So far, a first attempt at implementing this by looking at gcc and also the X86 llvm backend. Prologue and dynamic allocas handled - some questions remain:
- Prologue:
- GCC emits an 'lgr %r15,%r1' after the loop, which seems redundant, since it is known that %r15 has the value of %r1 already. Is this required to exist for some reason (omitted by patch for now)?
- gcc seems not to be probing the residual allocation after the loop. However if only two (unrolled) allocations were made, the residual is also probed.

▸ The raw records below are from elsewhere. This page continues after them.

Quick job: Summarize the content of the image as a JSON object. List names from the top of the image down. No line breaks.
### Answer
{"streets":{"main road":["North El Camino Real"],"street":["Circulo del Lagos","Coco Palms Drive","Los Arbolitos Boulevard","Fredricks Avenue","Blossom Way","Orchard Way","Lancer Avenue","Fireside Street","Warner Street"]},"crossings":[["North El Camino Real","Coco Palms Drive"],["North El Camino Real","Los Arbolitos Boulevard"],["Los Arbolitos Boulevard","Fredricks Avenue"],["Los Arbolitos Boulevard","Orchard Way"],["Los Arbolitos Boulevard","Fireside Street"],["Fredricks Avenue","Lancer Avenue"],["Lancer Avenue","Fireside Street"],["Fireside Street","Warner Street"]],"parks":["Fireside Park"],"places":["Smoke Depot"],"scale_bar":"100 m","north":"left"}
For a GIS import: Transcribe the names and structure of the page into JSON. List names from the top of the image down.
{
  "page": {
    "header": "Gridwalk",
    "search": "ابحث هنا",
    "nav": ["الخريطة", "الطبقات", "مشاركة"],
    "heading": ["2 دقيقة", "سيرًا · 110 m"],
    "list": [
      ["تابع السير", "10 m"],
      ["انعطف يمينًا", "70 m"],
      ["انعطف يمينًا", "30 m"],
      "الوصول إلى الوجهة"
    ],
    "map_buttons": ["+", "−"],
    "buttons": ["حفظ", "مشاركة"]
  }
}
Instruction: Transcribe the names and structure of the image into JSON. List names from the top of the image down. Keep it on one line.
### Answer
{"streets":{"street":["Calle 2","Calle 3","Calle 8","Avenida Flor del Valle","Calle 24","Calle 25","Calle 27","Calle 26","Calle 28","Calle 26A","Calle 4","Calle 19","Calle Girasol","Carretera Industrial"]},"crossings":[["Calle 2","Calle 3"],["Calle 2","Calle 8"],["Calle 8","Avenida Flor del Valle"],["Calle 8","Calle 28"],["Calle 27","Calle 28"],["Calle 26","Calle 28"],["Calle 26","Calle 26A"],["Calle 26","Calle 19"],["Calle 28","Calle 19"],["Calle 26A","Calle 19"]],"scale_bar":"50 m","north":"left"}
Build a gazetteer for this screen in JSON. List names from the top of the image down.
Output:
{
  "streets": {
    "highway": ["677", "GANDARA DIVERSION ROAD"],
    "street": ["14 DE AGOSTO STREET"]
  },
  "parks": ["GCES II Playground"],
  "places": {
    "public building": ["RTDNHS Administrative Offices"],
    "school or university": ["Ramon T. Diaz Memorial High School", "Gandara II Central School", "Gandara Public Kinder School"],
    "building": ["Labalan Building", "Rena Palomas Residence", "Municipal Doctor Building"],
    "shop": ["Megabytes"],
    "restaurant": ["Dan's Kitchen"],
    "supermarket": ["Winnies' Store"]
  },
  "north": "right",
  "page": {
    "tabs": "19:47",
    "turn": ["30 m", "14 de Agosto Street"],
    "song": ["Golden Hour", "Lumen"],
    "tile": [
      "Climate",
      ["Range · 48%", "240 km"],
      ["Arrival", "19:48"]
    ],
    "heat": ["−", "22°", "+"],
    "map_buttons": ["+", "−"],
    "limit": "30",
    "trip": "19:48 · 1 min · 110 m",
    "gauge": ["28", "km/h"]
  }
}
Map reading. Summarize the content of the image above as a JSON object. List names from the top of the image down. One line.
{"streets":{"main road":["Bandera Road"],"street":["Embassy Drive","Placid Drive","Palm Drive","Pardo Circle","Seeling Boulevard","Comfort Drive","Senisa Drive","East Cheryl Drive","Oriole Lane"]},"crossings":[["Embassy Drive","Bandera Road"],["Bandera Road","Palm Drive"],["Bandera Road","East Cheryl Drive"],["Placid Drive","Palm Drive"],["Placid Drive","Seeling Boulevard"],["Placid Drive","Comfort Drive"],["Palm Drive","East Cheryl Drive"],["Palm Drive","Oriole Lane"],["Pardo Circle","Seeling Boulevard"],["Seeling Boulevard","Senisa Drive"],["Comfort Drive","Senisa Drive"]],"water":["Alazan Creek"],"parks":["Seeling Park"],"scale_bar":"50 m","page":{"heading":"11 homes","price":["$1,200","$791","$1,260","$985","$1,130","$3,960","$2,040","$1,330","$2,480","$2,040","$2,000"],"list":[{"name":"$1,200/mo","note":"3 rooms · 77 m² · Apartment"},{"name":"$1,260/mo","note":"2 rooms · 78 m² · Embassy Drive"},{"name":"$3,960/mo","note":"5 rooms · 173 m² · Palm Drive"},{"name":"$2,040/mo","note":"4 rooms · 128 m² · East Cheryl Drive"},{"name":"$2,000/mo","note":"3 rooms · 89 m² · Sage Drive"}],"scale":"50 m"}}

- I am not aware of any real reason to not simply do the probing directly in emitPrologue(), but it seems wisest to do like X86 since inlineStackProbe() is called from common-code. Perhaps this relates to implementing shrink-wrapping or other things?
- emitBlockAfter(), splitBlockBefore() copied from SystemZISelLowering. Make into SysteZInstrInfo members instead?
- A little unsure about the use of unsigned vs uint64_t...
- Dynamic allocas:
- I took the X86 tests and copied them over as SystemZ tests and noticed that SystemZ gets these test cases built by SelectionDAGBuilder with dynamic_stackalloc nodes, while X86 seem to get these (constant) allocas merged into the stack frame. This is true also without this patch, but I am not sure why. In this case it seems even more preferred to avoid the dynamic_stackalloca nodes whenever possible...
- With dynamic allocas, it seems wise to always probe no matter what the size, but the "tail" in emitProbedAlloca() is not probed. This seems flawed to me:
First of all, there could be multiple dynamic allocas in a function and if they all are less than the ProbeSize a huge span could be built up without any probing:
Tail1 Tail2 Tail3 Tail4 --> | | | | | GGGGGGGGG
Then I am also worried about exiting the loop and allocating the remainder since only the topmost word in each allocated block is probed. If the guard page lies very close to that, and the remainder is relatively big, the bottom of the stack could end up way past the guard page:
Block1 Block2 Tail --> |P |P | | GGGGGGGGG
P = Probe, G = Guard page
This looks bad to me, but I really don't know - is this perhaps considered harmless for some reason?
I believe this will now fit onto a single line.